You are viewing a plain text version of this content. The canonical link for it is here.
Posted to solr-dev@lucene.apache.org by jm <jm...@gmail.com> on 2009/04/03 17:30:29 UTC

Re: [jira] Updated: (SOLR-934) Enable importing of mails into a solr index through DIH.

I don't know if I am missing something, but emails have a Message-ID
header that is unique by definition, would that do?

On Fri, Apr 3, 2009 at 1:12 PM, Shalin Shekhar Mangar (JIRA)
<ji...@apache.org> wrote:
>
>     [ https://issues.apache.org/jira/browse/SOLR-934?page=com.atlassian.jira.plugin.system.issuetabpanels:all-tabpanel ]
>
> Shalin Shekhar Mangar updated SOLR-934:
> ---------------------------------------
>
>    Attachment: SOLR-934.patch
>
> Changes:
> # Parse and store the fetchMailsSince string during init.
> # Return the sentDate as a Date object rather than as a long timestamp
> # Removed context as an argument from the getXFromContext methods
> # Removed unused getLongFromContext method
>
> I just indexed a month's worth of my gmail inbox. Works great!
>
> One question, what is the uniqueKey that we should use when indexing emails? I couldn't figure out so I removed the uniqueKey from my schema to try this out.
>
> Next steps:
> # Enhance the ant build file to copy the dependencies to example/solr/lib just like Solr Cell does.
> # Add a wiki page with instructions to setup, list of dependencies, example schema and data-config.xml
>
>> Enable importing of mails into a solr index through DIH.
>> --------------------------------------------------------
>>
>>                 Key: SOLR-934
>>                 URL: https://issues.apache.org/jira/browse/SOLR-934
>>             Project: Solr
>>          Issue Type: New Feature
>>          Components: contrib - DataImportHandler
>>    Affects Versions: 1.4
>>            Reporter: Preetam Rao
>>            Assignee: Shalin Shekhar Mangar
>>             Fix For: 1.4
>>
>>         Attachments: SOLR-934.patch, SOLR-934.patch, SOLR-934.patch, SOLR-934.patch, SOLR-934.patch
>>
>>   Original Estimate: 24h
>>  Remaining Estimate: 24h
>>
>> Enable importing of mails into solr through DIH. Take one or more mailbox credentials, download and index their content along with the content from attachments.

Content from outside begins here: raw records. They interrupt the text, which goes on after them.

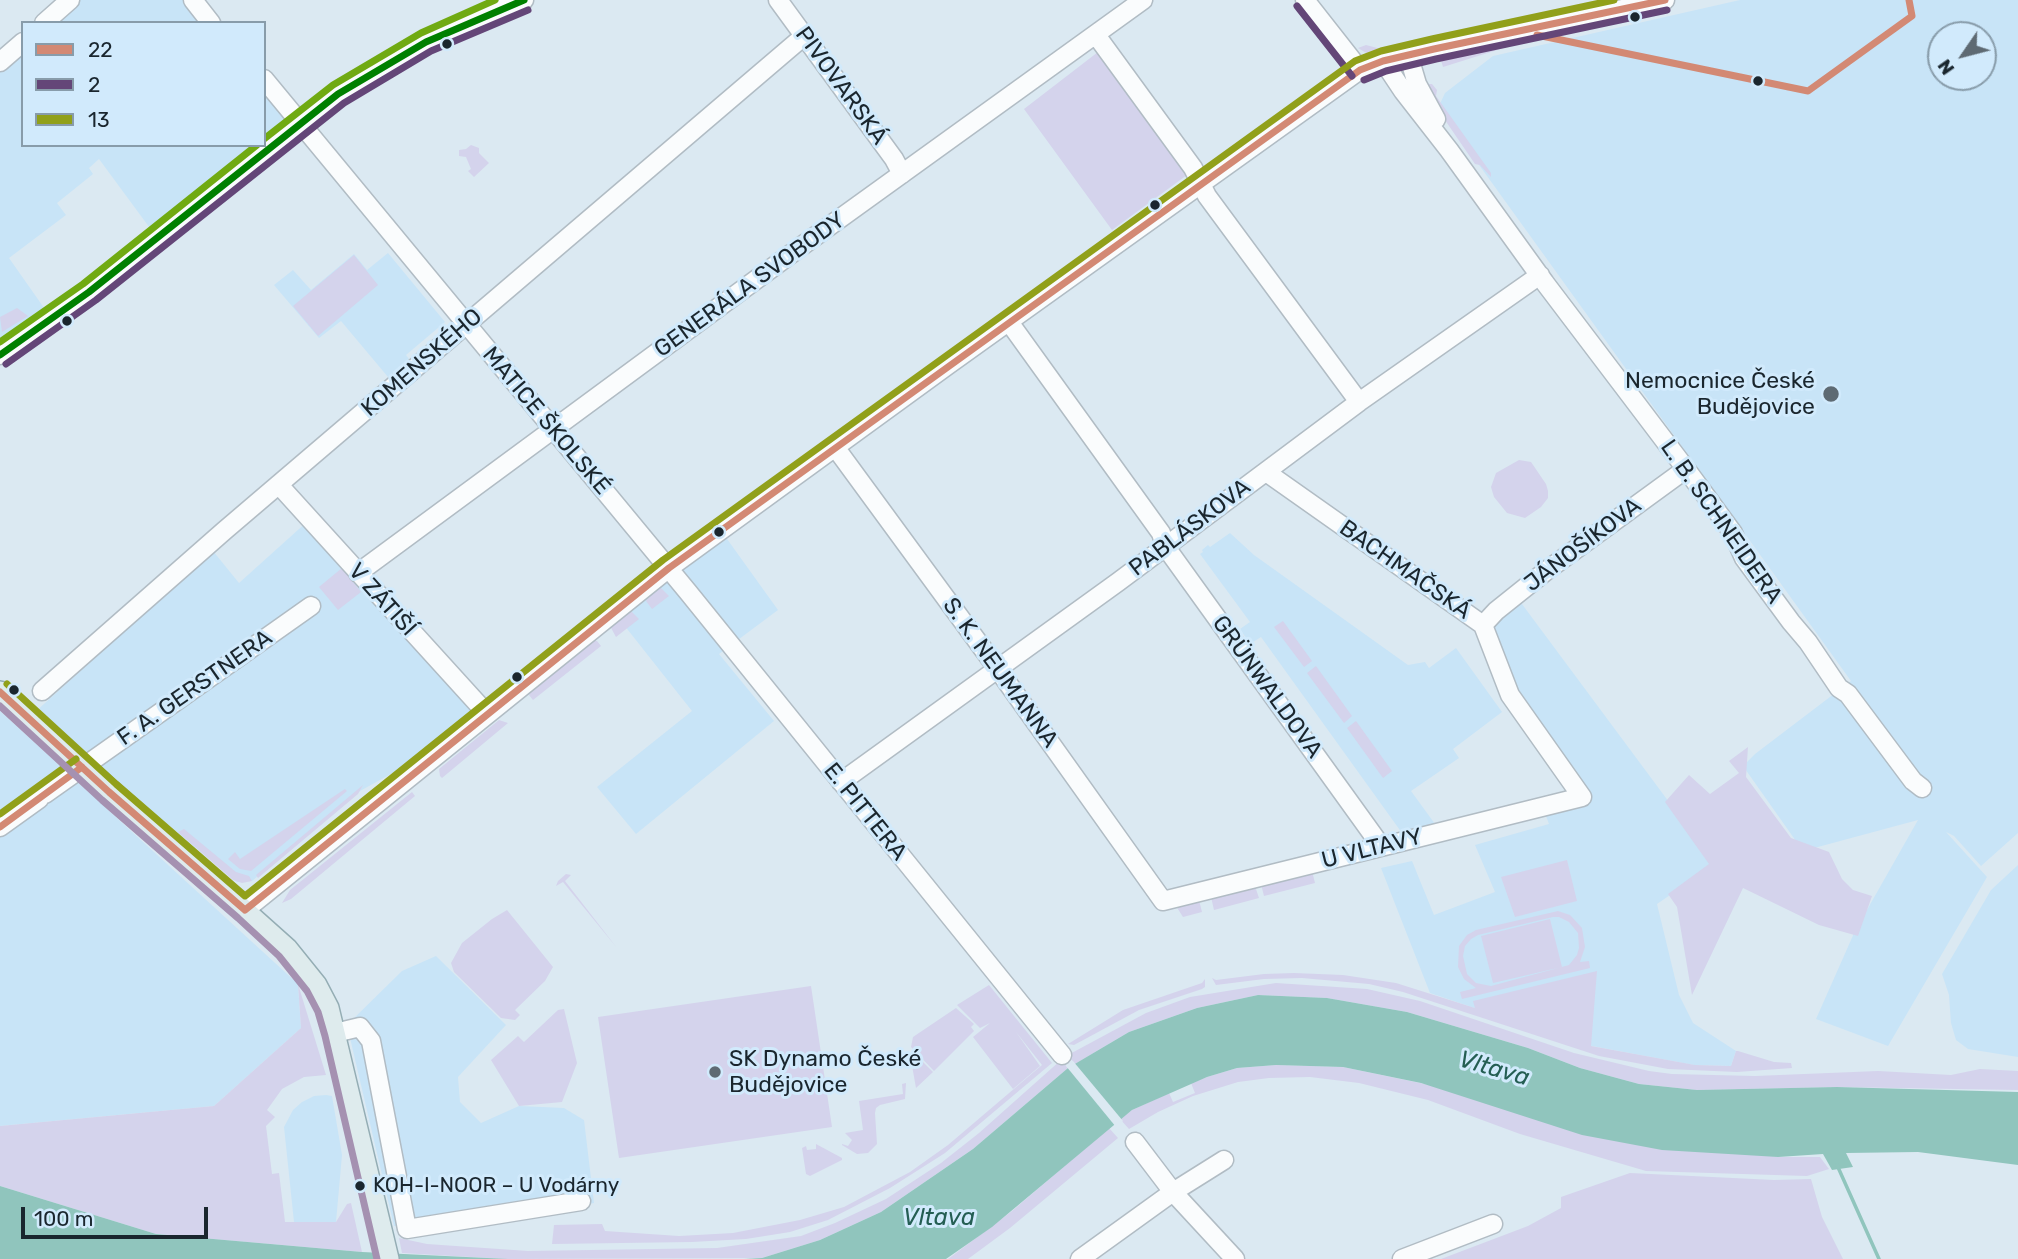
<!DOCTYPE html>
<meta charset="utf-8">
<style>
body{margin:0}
#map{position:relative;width:2018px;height:1259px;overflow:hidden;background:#dbe9f2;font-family:Rubik,sans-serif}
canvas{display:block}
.legend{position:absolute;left:21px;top:21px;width:245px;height:126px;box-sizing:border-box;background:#d1eafc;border:2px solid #889caa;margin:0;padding:9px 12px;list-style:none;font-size:21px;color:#1a262e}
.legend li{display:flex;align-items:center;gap:14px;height:35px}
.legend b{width:35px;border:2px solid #889caa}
.north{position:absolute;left:1927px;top:21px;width:70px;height:70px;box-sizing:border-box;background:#d1eafc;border:2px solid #889caa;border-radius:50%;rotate:235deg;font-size:19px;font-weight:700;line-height:28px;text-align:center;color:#1a262e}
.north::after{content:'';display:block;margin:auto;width:24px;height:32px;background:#5e6a73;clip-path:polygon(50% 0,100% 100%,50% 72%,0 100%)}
.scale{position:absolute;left:21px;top:1207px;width:187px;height:32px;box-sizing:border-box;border:4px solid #1a262e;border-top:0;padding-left:9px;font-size:21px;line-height:24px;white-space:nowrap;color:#1a262e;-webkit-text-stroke:5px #d1eafc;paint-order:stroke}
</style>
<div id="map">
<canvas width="2018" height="1259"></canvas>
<ul class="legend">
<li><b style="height:9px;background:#d38974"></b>22</li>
<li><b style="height:9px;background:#644678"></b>2</li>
<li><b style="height:9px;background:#91a01a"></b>13</li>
</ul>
<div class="north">N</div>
<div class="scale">100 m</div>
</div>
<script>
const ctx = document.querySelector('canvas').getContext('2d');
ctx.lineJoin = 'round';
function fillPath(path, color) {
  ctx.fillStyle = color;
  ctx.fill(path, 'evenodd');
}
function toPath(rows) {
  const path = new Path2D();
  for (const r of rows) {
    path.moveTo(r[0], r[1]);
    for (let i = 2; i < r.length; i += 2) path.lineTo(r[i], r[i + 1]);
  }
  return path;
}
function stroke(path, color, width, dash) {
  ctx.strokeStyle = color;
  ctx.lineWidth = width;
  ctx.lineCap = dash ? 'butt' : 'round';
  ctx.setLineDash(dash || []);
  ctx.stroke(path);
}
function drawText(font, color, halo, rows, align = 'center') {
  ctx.font = font + ' Rubik,sans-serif';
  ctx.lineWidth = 6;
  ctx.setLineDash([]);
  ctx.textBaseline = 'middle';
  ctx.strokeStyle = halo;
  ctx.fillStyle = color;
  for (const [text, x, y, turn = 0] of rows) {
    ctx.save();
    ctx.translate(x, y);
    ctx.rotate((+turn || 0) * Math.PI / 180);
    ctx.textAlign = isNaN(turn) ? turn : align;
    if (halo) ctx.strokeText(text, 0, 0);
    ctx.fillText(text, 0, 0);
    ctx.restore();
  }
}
fillPath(toPath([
 [75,0,185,0,205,23,50,23],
 [1740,0,2018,0,2018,833,1981,866,1954,836,1946,832,1987,877,1888,1046,1816,1019,1855,931,1918,820,1803,851,1743,766,1755,754,1851,681,1438,108,1445,93,1493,56],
 [1941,35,1983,35,1983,77,1941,77],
 [23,47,23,145,264,145,264,85,295,125,155,235,99,159,89,168,93,174,57,203,66,215,9,258,49,315,0,342,0,69],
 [388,253,445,322,406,355,409,359,388,377,341,321,319,338,274,285,293,270,311,290,354,254,367,270],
 [309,520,490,707,438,748,360,791,252,881,237,882,34,713,213,551,239,583],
 [717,525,778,610,719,654,774,721,636,834,597,787,692,711,609,606,653,570],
 [1230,533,1254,555,1408,665,1425,662,1429,668,1456,648,1502,712,1453,749,1459,758,1411,791,1435,824,1402,833,1261,637,1250,644,1240,629,1250,622,1200,554,1203,552,1202,550,1208,545,1210,547],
 [1516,596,1715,864,1657,904,1679,995,1693,1023,1736,1051,1731,1066,1694,1065,1581,1044,1430,993,1381,868,1412,861,1434,915,1495,892,1475,845,1549,824,1543,808,1582,797,1510,695,1483,625],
 [0,711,298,984,301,1028,214,1106,0,1126],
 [2018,865,2018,1057,1968,1049,1956,1040,1951,1023,1949,995,1942,974,1991,890],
 [436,956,506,1025,458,1077,460,1102,481,1123,519,1106,564,1108,584,1120,594,1203,466,1225,394,1226,347,1025,402,971],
 [326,1095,332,1096,342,1155,336,1222,294,1222,284,1127,293,1110,302,1102,314,1096]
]), '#c8e4f7');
fillPath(toPath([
 [1422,41,1427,44,1377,54,1368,54,1358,48,1366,45,1381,49],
 [1505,43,1513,45,1443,67,1440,57],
 [1098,52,1187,175,1112,230,1024,109],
 [1428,84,1432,84,1437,90,1436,96,1491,173,1491,177,1480,165,1475,164,1434,104,1425,86],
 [471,145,479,148,479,153,489,163,474,177,468,171,471,169,466,157,459,156,459,150,466,149],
 [354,255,378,285,318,336,293,306],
 [17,308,28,316,2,332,0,317],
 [1519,460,1531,462,1546,484,1548,491,1548,498,1541,507,1525,518,1507,513,1494,497,1491,487,1496,473],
 [342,568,361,592,338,610,319,587],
 [661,588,669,596,652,609,646,601,648,598],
 [630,610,639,619,616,637,610,626],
 [1283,621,1312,661,1304,667,1274,627],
 [593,640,597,641,601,646,533,700,529,695,531,690],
 [1316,666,1352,716,1344,723,1307,673],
 [499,720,508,723,442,778,440,776,439,769],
 [1356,721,1392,771,1383,778,1347,728],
 [1748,747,1746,777,1791,838,1829,852,1842,879,1853,890,1872,896,1858,936,1819,925,1743,888,1692,995,1677,907,1668,894,1709,864,1665,802,1689,775,1710,794,1739,773,1729,761],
 [363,785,358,794,258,878,256,875],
 [345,789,347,791,251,871,240,869,228,859,235,852,240,859],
 [412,792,415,796,291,899,282,903,290,890],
 [184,829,236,872,249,876,252,881,242,883,233,880,178,832],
 [1567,860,1577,901,1515,917,1501,877],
 [1312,871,1315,883,1264,896,1261,884],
 [566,874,571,875,565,881,617,948,563,882,556,886,558,881],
 [1255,886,1259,898,1214,910,1211,897],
 [1199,900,1202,912,1183,917,1176,906],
 [507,910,553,967,545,981,515,1010,520,1015,515,1020,501,1018,454,972,451,963,462,943,492,919],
 [1558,911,1570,915,1582,928,1585,947,1580,962,1589,961,1590,968,1462,999,1460,992,1476,988,1464,979,1458,967,1459,946,1467,935,1476,930],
 [1553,917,1559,917,1569,922,1578,933,1579,948,1577,955,1569,965,1491,986,1476,983,1467,974,1463,956,1465,946,1471,939,1478,935],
 [1550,919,1562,967,1493,983,1481,936],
 [1597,971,1591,1046,1695,1065,1731,1066,1736,1051,1738,1051,1774,1062,1791,1063,1792,1068,1737,1072,1668,1069,1599,1056,1403,992,1369,984,1302,978,1264,979,1216,985,1212,978,1216,980,1264,974,1294,973,1343,975,1396,983,1475,1008,1473,1001],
 [1205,979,1205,987,1202,989,1139,1010,1074,1045,1068,1044,1123,1010,1202,983],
 [1276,983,1367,989,1420,1001,1574,1053,1649,1071,1672,1074,1755,1076,1878,1071,1951,1075,1980,1069,2018,1071,2018,1090,1837,1087,1697,1090,1639,1084,1580,1068,1528,1048,1407,1012,1327,998,1258,995,1197,1008,1129,1032,1075,1064,1068,1055,1146,1013,1190,997],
 [298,984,326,1075,304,1077,282,1089,267,1110,275,1117,266,1126,272,1174,279,1173,285,1222,336,1222,347,1204,351,1203,362,1252,156,1234,0,1186,0,1126,214,1106,301,1028],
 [989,985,1052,1063,945,1153,890,1188,828,1220,790,1232,746,1239,692,1242,552,1244,554,1225,602,1224,605,1231,679,1236,733,1233,800,1220,844,1207,910,1172,948,1145,1042,1065,1016,1032,1040,1066,1013,1089,973,1037,990,1023,980,1028,957,1005],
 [811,986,832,1127,619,1158,598,1017],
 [956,1008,974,1024,971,1027,974,1031,934,1071,911,1047,913,1037],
 [564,1009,577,1063,562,1102,519,1106,491,1060,518,1036,524,1042,558,1010],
 [916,1055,933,1072,916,1088,911,1060],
 [1061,1060,1068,1068,973,1149,881,1212,820,1240,762,1258,505,1259,402,1253,399,1238,427,1244,528,1251,717,1248,801,1236,835,1223,886,1199,941,1163,979,1133],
 [1276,1065,1343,1067,1778,1157,1820,1157,1829,1169,1807,1176,1646,1171,1520,1134,1428,1100,1359,1083,1310,1077,1269,1078,1238,1082,1193,1096,1158,1112,1129,1129,1120,1119,1132,1110,1169,1093,1173,1102,1195,1093,1191,1083,1207,1077,1237,1068],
 [906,1083,905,1099,880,1105,876,1108,875,1113,877,1144,868,1153,857,1154,842,1145,842,1144,848,1146,852,1140,845,1133,863,1130,859,1101,903,1094,902,1084],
 [1109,1128,1118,1138,1010,1228,968,1259,948,1259,1012,1211],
 [816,1144,842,1158,842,1160,810,1176,806,1174,802,1148,806,1146,807,1150,816,1149],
 [1630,1173,1774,1180,1811,1179,1822,1217,1843,1259,1441,1259,1528,1226,1561,1208,1561,1197]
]), '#d4d3ec');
fillPath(toPath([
 [1258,995,1327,998,1407,1012,1528,1048,1580,1068,1639,1084,1697,1090,1837,1087,2018,1092,2018,1165,1918,1152,1846,1153,1853,1167,1832,1170,1823,1154,1778,1157,1662,1150,1582,1135,1421,1083,1343,1067,1276,1065,1237,1068,1207,1077,1132,1110,992,1227,946,1259,744,1259,762,1258,820,1240,881,1212,973,1149,1068,1068,1129,1032,1197,1008],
 [0,1186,156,1234,362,1252,508,1259,0,1259]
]), '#90c5bd');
fillPath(toPath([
 [1073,1061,1123,1121,1116,1127,1066,1066]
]), '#dbe9f2');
stroke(toPath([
 [1837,1165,1879,1259]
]), '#90c5bd', 3.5);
const minor = toPath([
 [193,0,211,23],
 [778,0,894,159,902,174],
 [1305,0,1360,70],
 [44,23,70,0],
 [1096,35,1193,168,1207,196,1359,402],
 [1409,57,1417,84,1436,119],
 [1383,61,1403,91,1449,150,1545,283,1686,469,1733,533,1744,558,1791,622,1808,642,1839,688,1848,694,1913,781,1922,788],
 [0,62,23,42],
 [264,79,688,592,1062,1055],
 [1009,322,1161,533,1165,546,1381,846],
 [0,355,89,292,338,94,426,42,483,16,524,0],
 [835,447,997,668,1163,901,1582,797,1510,695,1483,625,1266,472],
 [279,485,487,714],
 [358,573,799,248,1143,0],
 [1483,625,1496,611,1546,571,1686,469],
 [42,691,224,531,804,36],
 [841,782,1118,582,1359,402,1540,275],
 [45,794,311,606],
 [0,827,39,799],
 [245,910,669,568,948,365,1360,70,1383,61,1434,49,1665,0],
 [335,1033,360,1027,371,1041,407,1229,581,1201],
 [1135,1142,1173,1192,1235,1259],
 [1080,1259,1173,1192,1224,1160],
 [1402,1259,1493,1224]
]);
const major = toPath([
 [0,692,161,836],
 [165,840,287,949,316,985,328,1008,388,1259]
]);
stroke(minor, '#b1bcc4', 21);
stroke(major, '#94adb4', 24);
stroke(minor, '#fafcfd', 18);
stroke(major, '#deebed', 21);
stroke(toPath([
 [1537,35,1808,91,1912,16,1909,0],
 [0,692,109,792,245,910],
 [0,827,82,767],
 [245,910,669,568,1360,70,1383,61,1434,49,1665,0]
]), '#d38974', 7);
stroke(toPath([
 [1297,6,1352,76],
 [1364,80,1386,71,1436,59,1667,10],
 [6,364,96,300,344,103,431,51,528,10]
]), '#644678', 7);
stroke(toPath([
 [7,684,116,784,245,896,663,560,1355,61,1381,51,1432,39,1614,0],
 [0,814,76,759]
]), '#91a01a', 7);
stroke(toPath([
 [0,355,89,292,338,94,426,42,524,0]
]), '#008000', 7);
stroke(toPath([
 [0,706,102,800,238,918,279,956,307,991,318,1012,325,1036,377,1259]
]), '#a591b1', 7);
stroke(toPath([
 [264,139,333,85,421,33,495,0],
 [0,342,83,284,257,145]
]), '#70aa12', 7);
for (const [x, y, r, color] of [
 [1635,17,6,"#1a262e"],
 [447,44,6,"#1a262e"],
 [1758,81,6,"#1a262e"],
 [1155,205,6,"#1a262e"],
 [67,321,6,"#1a262e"],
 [1831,394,9,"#5e6a73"],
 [719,532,6,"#1a262e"],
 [517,677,6,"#1a262e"],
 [14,690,6,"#1a262e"],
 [715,1072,7,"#5e6a73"],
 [360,1186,6,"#1a262e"]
]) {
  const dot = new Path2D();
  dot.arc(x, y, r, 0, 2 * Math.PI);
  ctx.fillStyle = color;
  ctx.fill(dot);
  stroke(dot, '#d1eafc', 2.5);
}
drawText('21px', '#1a262e', '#d1eafc', [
 ["KOH-I-NOOR – U Vodárny",373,1186]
], 'left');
drawText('23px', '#1a262e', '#d1eafc', [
 ["PIVOVARSKÁ",841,86,54],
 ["GENERÁLA SVOBODY",750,285,-36],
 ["KOMENSKÉHO",422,363,-41],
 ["MATICE ŠKOLSKÉ",546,421,50],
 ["L. B. SCHNEIDERA",1721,522,55],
 ["PABLÁSKOVA",1190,528,-37],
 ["JÁNOŠÍKOVA",1583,545,-37],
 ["BACHMAČSKÁ",1405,570,35],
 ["V ZÁTIŠÍ",382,600,48],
 ["S. K. NEUMANNA",1000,673,54],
 ["GRÜNWALDOVA",1267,687,54],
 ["F. A. GERSTNERA",195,688,-35],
 ["E. PITTERA",865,812,51],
 ["U VLTAVY",1372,849,-14]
]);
drawText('23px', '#1a262e', '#d1eafc', [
 ["Nemocnice České",1815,381],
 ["Budějovice",1815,407],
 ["SK Dynamo České",729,1059,"left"],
 ["Budějovice",729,1085,"left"]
], 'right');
drawText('italic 24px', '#245e53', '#d1eafc', [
 ["Vltava",1494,1069,16],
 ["Vltava",939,1218]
]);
</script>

The folders to fetch can be made configurable based on various criteria. Apache Tika is used for extracting content from different kinds of attachments. JavaMail is used for mail box related operations like fetching mails, filtering them etc.
>> The basic configuration for one mail box is as below:
>> {code:xml}
>> <document>
>>    <entity processor="MailEntityProcessor" user="somebody@gmail.com"
>>                 password="something" host="imap.gmail.com" protocol="imaps"/>
>> </document>
>> {code}
>> The below is the list of all configuration available:
>> {color:green}Required{color}
>> ---------
>> *user*
>> *pwd*
>> *protocol*  (only "imaps" supported now)
>> *host*
>> {color:green}Optional{color}
>> ---------
>> *folders* - comma seperated list of folders.
>> If not specified, default folder is used. Nested folders can be specified like a/b/c
>> *recurse* - index subfolders. Defaults to true.
>> *exclude* - comma seperated list of patterns.
>> *include* - comma seperated list of patterns.
>> *batchSize* - mails to fetch at once in a given folder.
>> Only headers can be prefetched in Javamail IMAP.
>> *readTimeout* - defaults to 60000ms
>> *conectTimeout* - defaults to 30000ms
>> *fetchSize* - IMAP config. 32KB default
>> *fetchMailsSince* -
>> date/time in "yyyy-MM-dd HH:mm:ss" format, mails received after which will be fetched. Useful for delta import.
>> *customFilter* - class name.
>> {code}
>> import javax.mail.Folder;
>> import javax.mail.SearchTerm;
>> clz implements MailEntityProcessor.CustomFilter() {
>> public SearchTerm getCustomSearch(Folder folder);
>> }
>> {code}
>> *processAttachement* - defaults to true
>> The below are the indexed fields.
>> {code}
>>   // Fields To Index
>>   // single valued
>>   private static final String SUBJECT = "subject";
>>   private static final String FROM = "from";
>>   private static final String SENT_DATE = "sentDate";
>>   private static final String XMAILER = "xMailer";
>>   // multi valued
>>   private static final String TO_CC_BCC = "allTo";
>>   private static final String FLAGS = "flags";
>>   private static final String CONTENT = "content";
>>   private static final String ATTACHMENT = "attachement";
>>   private static final String ATTACHMENT_NAMES = "attachementNames";
>>   // flag values
>>   private static final String FLAG_ANSWERED = "answered";
>>   private static final String FLAG_DELETED = "deleted";
>>   private static final String FLAG_DRAFT = "draft";
>>   private static final String FLAG_FLAGGED = "flagged";
>>   private static final String FLAG_RECENT = "recent";
>>   private static final String FLAG_SEEN = "seen";
>> {code}
>
> --
> This message is automatically generated by JIRA.
> -
> You can reply to this email to add a comment to the issue online.
>
>

Re: [jira] Updated: (SOLR-934) Enable importing of mails into a solr index through DIH.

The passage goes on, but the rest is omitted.